• Dataset records:
==================================================
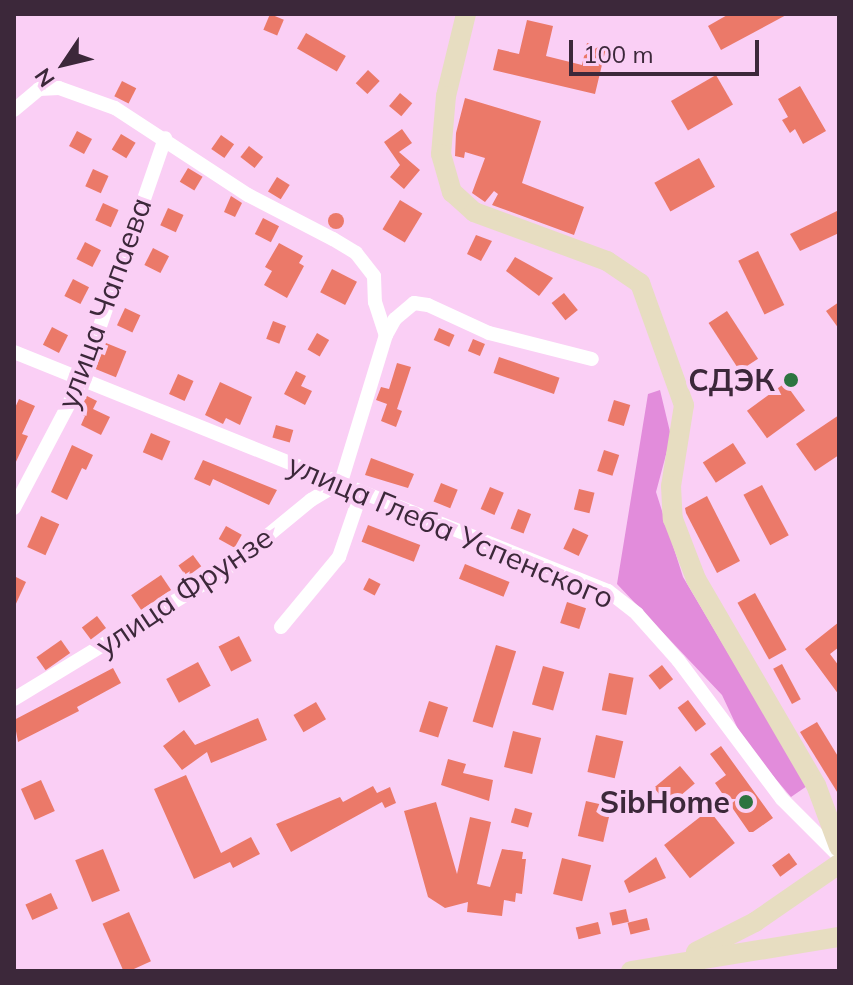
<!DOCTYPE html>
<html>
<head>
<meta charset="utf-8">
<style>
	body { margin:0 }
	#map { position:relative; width:853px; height:985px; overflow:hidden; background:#facff5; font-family:Mulish,sans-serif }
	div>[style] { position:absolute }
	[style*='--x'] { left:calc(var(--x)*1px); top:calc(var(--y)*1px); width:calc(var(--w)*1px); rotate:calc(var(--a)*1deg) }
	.forest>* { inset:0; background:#e28cdb }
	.building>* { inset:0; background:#eb7969; transform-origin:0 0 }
	.round { border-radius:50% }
	.street>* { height:14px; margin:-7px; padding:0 7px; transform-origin:7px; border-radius:7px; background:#fff }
	.secondary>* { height:20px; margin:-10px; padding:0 10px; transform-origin:10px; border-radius:10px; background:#e7ddc1 }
	.dots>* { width:22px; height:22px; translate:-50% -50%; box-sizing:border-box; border:4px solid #facff5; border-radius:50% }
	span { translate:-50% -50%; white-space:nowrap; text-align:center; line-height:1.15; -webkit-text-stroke:8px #facff5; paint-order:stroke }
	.street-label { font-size:30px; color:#3c283a }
	.poi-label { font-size:30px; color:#3c283a; font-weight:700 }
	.right { translate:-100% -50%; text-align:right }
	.frame { position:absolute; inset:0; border:16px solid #3c283a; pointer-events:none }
	.north { position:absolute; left:24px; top:24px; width:80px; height:80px; -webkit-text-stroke:6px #facff5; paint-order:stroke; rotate:235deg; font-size:22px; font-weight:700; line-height:32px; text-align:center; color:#3c283a }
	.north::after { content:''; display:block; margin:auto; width:28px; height:36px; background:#3c283a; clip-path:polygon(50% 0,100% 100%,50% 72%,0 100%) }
	.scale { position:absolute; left:569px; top:40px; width:190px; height:36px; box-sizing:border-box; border:4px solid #3c283a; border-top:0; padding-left:10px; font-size:24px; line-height:28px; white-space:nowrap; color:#3c283a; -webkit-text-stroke:6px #facff5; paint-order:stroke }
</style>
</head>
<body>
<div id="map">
	<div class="forest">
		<i style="clip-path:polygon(660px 390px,671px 436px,656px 492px,683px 577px,807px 786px,791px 797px,744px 742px,722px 695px,617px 584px,648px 394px)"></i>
	</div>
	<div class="building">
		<i style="left:270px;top:14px;width:15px;height:17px;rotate:23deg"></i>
		<i style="clip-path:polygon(729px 14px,788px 14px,721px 50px,708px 26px)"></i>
		<i style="clip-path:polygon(527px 20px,553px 26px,546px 56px,582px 65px,587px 43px,606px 48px,595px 94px,493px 70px,498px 49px,519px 54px)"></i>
		<i style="left:306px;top:33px;width:46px;height:18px;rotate:30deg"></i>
		<i style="left:368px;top:70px;width:16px;height:18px;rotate:43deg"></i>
		<i style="left:716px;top:75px;width:34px;height:52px;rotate:60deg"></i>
		<i style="left:122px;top:81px;width:16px;height:17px;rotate:27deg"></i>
		<i style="clip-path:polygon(800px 86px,826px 131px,803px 144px,795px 129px,790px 133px,782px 120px,788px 117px,778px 99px)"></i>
		<i style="left:400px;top:93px;width:16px;height:17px;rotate:40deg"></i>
		<i style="clip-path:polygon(465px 98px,541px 121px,522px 183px,584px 207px,574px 235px,492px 205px,498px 194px,494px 191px,485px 202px,472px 193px,485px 158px,465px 152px,464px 158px,455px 156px,456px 133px)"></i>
		<i style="clip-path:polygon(402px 129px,412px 143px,399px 152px,420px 170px,404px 189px,390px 177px,400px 165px,384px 142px)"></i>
		<i style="left:77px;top:131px;width:17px;height:17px;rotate:28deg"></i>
		<i style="left:121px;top:134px;width:17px;height:18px;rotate:31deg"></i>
		<i style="left:221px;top:135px;width:16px;height:17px;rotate:35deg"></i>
		<i style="left:249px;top:146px;width:18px;height:14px;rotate:38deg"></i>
		<i style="left:699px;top:158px;width:33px;height:51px;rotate:61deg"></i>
		<i style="left:188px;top:168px;width:17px;height:16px;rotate:31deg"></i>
		<i style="left:93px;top:169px;width:17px;height:19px;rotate:24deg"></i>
		<i style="left:277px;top:177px;width:15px;height:17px;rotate:32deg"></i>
		<i style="clip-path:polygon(231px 196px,242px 203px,235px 217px,224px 212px)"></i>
		<i style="left:400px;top:200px;width:26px;height:34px;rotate:31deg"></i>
		<i style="left:103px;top:203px;width:17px;height:19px;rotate:24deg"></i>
		<i style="left:168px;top:208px;width:17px;height:19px;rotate:24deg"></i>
		<i style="clip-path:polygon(839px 210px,839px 233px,800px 251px,790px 234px)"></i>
		<i class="round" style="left:328px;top:213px;width:16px;height:16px"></i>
		<i style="left:263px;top:218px;width:18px;height:18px;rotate:27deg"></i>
		<i style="clip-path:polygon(476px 235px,492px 241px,481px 261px,467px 254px)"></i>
		<i style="left:85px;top:242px;width:18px;height:19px;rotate:27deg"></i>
		<i style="clip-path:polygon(279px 243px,303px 256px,299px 263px,304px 266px,287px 298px,264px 285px,272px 271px,265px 267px)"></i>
		<i style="left:153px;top:248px;width:18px;height:19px;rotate:27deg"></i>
		<i style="left:758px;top:251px;width:60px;height:22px;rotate:64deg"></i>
		<i style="clip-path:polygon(515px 257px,553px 278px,539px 296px,506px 271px)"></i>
		<i style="left:332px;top:269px;width:28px;height:26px;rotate:27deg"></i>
		<i style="left:73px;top:279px;width:18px;height:19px;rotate:27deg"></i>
		<i style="left:564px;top:293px;width:22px;height:16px;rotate:51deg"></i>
		<i style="clip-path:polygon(839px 302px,839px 329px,826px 311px)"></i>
		<i style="left:125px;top:308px;width:17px;height:19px;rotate:25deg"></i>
		<i style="left:727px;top:311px;width:57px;height:22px;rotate:57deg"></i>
		<i style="left:273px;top:321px;width:14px;height:19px;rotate:21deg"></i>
		<i style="left:52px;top:327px;width:18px;height:20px;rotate:27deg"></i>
		<i style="left:439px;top:328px;width:17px;height:13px;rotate:24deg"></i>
		<i style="left:317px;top:333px;width:14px;height:19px;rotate:30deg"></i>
		<i style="left:473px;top:339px;width:13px;height:13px;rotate:23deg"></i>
		<i style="left:106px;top:343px;width:22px;height:28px;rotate:22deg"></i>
		<i style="left:499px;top:357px;width:64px;height:17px;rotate:19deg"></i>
		<i style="clip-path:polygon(397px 363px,411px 367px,397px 409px,402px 411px,396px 427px,381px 421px,387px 404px,376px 400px,381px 387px,389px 389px)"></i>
		<i style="clip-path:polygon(296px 371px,306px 376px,301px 386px,312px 391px,305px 405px,284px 394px)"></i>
		<i style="left:178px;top:374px;width:17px;height:22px;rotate:24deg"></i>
		<i style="clip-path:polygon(220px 382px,252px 397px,240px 425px,226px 418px,223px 424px,205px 415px)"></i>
		<i style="left:785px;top:383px;width:34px;height:47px;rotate:54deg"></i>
		<i style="clip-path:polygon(87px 396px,97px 401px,93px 409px,110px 417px,101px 435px,81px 425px,85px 416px,78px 413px)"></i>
		<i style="clip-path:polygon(19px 399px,35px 406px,22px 434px,28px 436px,14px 466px,14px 410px)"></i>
		<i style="left:614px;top:400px;width:17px;height:22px;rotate:17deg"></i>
		<i style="clip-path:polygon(839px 415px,839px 455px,815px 471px,796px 444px)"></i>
		<i style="left:276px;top:425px;width:18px;height:13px;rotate:16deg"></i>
		<i style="left:151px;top:433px;width:21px;height:21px;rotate:23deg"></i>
		<i style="left:733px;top:443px;width:24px;height:36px;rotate:57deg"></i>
		<i style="clip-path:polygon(72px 445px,93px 455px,86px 470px,82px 468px,67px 500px,51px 492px)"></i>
		<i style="left:604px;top:450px;width:16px;height:22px;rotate:18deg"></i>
		<i style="clip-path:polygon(371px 458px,414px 474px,408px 488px,365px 475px)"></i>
		<i style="clip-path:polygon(203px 460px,277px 490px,269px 505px,213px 479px,210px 486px,194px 479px)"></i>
		<i style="left:441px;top:483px;width:18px;height:20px;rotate:22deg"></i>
		<i style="left:762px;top:485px;width:57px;height:21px;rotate:62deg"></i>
		<i style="left:490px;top:487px;width:15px;height:24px;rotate:23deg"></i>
		<i style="left:579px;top:489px;width:16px;height:21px;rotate:14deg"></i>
		<i style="clip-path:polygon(707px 496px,740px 561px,717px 573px,686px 513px,685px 508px)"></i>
		<i style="left:518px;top:509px;width:14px;height:21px;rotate:21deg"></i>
		<i style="left:41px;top:516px;width:20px;height:34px;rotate:24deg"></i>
		<i style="left:368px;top:525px;width:56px;height:18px;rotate:21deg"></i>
		<i style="left:226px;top:526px;width:18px;height:15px;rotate:29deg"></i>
		<i style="left:573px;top:528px;width:17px;height:23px;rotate:25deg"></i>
		<i style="left:193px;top:555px;width:14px;height:18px;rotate:54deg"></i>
		<i style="left:465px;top:564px;width:48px;height:16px;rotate:22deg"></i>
		<i style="left:161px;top:575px;width:18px;height:36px;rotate:56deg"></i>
		<i style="clip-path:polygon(14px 576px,26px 582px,14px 608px)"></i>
		<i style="left:369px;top:578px;width:13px;height:13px;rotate:27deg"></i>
		<i style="left:755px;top:593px;width:65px;height:20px;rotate:61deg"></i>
		<i style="left:567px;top:602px;width:20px;height:22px;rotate:18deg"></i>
		<i style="left:97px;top:616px;width:15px;height:19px;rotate:53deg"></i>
		<i style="clip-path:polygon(839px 622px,839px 647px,830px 654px,839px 666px,839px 695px,805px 649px)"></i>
		<i style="left:239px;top:636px;width:28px;height:23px;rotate:63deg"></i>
		<i style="left:61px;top:640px;width:16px;height:30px;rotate:55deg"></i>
		<i style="left:496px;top:645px;width:21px;height:80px;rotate:17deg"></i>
		<i style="left:198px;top:662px;width:27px;height:36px;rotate:62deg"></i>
		<i style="left:782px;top:664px;width:40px;height:10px;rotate:62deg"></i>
		<i style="left:662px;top:665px;width:18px;height:17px;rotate:52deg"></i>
		<i style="left:543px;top:666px;width:22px;height:40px;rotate:16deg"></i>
		<i style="clip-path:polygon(113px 668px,121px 683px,77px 707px,79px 711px,18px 742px,14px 720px)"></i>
		<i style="left:609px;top:673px;width:25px;height:38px;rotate:11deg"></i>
		<i style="left:688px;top:700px;width:30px;height:13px;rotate:53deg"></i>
		<i style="left:429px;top:701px;width:20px;height:32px;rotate:18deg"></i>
		<i style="left:316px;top:702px;width:20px;height:26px;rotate:60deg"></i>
		<i style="clip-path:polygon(258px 718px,267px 740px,211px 763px,207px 752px,182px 770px,163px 746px,184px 730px,195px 745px)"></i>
		<i style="clip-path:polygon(817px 722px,839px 758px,839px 795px,800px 732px)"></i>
		<i style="left:513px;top:731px;width:29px;height:37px;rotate:14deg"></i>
		<i style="left:596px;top:735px;width:28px;height:38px;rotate:13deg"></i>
		<i style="clip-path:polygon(721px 746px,773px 818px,753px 832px,749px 832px,715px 783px,726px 775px,710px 754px)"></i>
		<i style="clip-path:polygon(448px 759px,466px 764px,463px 773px,493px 780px,489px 801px,441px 785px)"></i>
		<i style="left:680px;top:766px;width:23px;height:34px;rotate:50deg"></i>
		<i style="clip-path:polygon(186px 775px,221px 853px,251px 837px,260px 854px,233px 868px,230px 862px,194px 879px,154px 789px)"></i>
		<i style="left:41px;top:780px;width:34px;height:22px;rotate:66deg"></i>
		<i style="clip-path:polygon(373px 786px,377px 793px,390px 787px,396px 803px,385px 808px,382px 802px,291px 852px,276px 824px,340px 797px,343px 802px)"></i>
		<i style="left:586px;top:801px;width:26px;height:36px;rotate:13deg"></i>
		<i style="clip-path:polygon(436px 802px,457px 874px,470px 817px,491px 822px,477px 884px,490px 887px,502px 849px,523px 852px,522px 859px,526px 859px,522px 894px,516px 893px,515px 902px,504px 900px,502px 916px,467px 912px,468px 902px,445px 908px,428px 897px,404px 811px)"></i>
		<i style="left:515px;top:808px;width:18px;height:15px;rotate:16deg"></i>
		<i style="left:709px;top:810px;width:42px;height:57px;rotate:52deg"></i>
		<i style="left:103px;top:849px;width:45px;height:30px;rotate:68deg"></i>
		<i style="left:789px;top:853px;width:14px;height:21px;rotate:54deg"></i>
		<i style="clip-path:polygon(656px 857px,666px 878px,629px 893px,624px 881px)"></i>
		<i style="left:562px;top:858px;width:30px;height:37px;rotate:14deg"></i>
		<i style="left:51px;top:893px;width:17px;height:28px;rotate:66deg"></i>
		<i style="left:626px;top:909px;width:13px;height:17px;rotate:77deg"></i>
		<i style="left:129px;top:912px;width:54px;height:29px;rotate:66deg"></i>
		<i style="left:647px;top:918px;width:12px;height:20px;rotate:76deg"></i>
		<i style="left:598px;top:922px;width:12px;height:23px;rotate:76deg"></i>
	</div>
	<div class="street">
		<i style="--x:14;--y:110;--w:33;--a:-40"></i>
		<i style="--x:39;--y:89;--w:20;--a:-3"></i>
		<i style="--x:59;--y:88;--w:59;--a:19.7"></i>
		<i style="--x:115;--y:108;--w:159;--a:33.2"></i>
		<i style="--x:248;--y:195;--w:96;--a:27.4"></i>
		<i style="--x:333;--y:239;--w:27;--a:31"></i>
		<i style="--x:356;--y:253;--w:29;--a:52"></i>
		<i style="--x:374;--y:276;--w:26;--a:88"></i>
		<i style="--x:375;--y:302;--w:35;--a:72"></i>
		<i style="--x:386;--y:335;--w:18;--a:-61"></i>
		<i style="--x:395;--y:319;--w:25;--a:-40"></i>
		<i style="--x:414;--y:303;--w:14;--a:8"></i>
		<i style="--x:428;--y:305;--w:67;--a:24.7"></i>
		<i style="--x:489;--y:333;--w:106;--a:14.2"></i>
		<i style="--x:14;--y:352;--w:640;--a:21.92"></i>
		<i style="--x:608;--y:591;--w:37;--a:38"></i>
		<i style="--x:637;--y:614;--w:62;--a:48.3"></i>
		<i style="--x:678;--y:660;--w:174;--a:53.2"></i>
		<i style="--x:782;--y:799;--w:81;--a:45"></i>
		<i style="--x:14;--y:508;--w:144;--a:-62.2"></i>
		<i style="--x:81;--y:381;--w:257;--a:-70.9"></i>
		<i style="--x:281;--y:627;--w:91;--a:-50.4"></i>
		<i style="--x:339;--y:557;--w:68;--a:-71"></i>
		<i style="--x:14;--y:699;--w:248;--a:-31.3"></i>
		<i style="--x:226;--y:570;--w:110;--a:-39.5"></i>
		<i style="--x:311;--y:500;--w:35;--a:-31"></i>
		<i style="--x:341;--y:482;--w:154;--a:-73"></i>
	</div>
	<div class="secondary">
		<i style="--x:466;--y:14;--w:84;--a:103.7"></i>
		<i style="--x:446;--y:96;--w:58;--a:94.9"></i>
		<i style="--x:441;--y:154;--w:40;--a:74"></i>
		<i style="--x:452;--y:192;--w:30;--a:42"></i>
		<i style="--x:474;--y:212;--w:142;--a:20.2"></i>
		<i style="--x:607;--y:261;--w:40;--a:34"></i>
		<i style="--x:640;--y:283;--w:130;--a:70.2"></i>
		<i style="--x:684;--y:405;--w:82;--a:99.1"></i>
		<i style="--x:671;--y:486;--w:33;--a:87"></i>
		<i style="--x:673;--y:519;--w:64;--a:69"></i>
		<i style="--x:696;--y:579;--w:238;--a:59.8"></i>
		<i style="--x:816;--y:785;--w:66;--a:69.6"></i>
		<i style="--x:696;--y:952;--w:66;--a:-27"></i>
		<i style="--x:755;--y:922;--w:102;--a:-34.6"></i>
		<i style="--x:631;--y:971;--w:211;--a:-9.3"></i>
	</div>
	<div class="dots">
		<i style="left:791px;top:380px;background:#2d7440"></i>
		<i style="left:746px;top:802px;background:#2d7440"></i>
	</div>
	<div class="street-label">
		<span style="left:104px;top:303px;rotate:-70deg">улица Чапаева</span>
		<span style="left:451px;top:531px;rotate:23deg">улица Глеба Успенского</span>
		<span style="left:184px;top:591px;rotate:-34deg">улица Фрунзе</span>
	</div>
	<div class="poi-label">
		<span class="right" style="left:775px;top:380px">СДЭК</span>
		<span class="right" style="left:730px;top:802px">SibHome</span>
	</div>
	<div class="frame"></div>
	<div class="north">N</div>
	<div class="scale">100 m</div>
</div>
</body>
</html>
==================================================
• What to do:
Leave out the pictures and repeat the lines from the start of the material through the line with "width:22px; height:22px; translate:-50%", inclusive.

• Response to the exercise:
<!DOCTYPE html>
<html>
<head>
<meta charset="utf-8">
<style>
	body { margin:0 }
	#map { position:relative; width:853px; height:985px; overflow:hidden; background:#facff5; font-family:Mulish,sans-serif }
	div>[style] { position:absolute }
	[style*='--x'] { left:calc(var(--x)*1px); top:calc(var(--y)*1px); width:calc(var(--w)*1px); rotate:calc(var(--a)*1deg) }
	.forest>* { inset:0; background:#e28cdb }
	.building>* { inset:0; background:#eb7969; transform-origin:0 0 }
	.round { border-radius:50% }
	.street>* { height:14px; margin:-7px; padding:0 7px; transform-origin:7px; border-radius:7px; background:#fff }
	.secondary>* { height:20px; margin:-10px; padding:0 10px; transform-origin:10px; border-radius:10px; background:#e7ddc1 }
	.dots>* { width:22px; height:22px; translate:-50% -50%; box-sizing:border-box; border:4px solid #facff5; border-radius:50% }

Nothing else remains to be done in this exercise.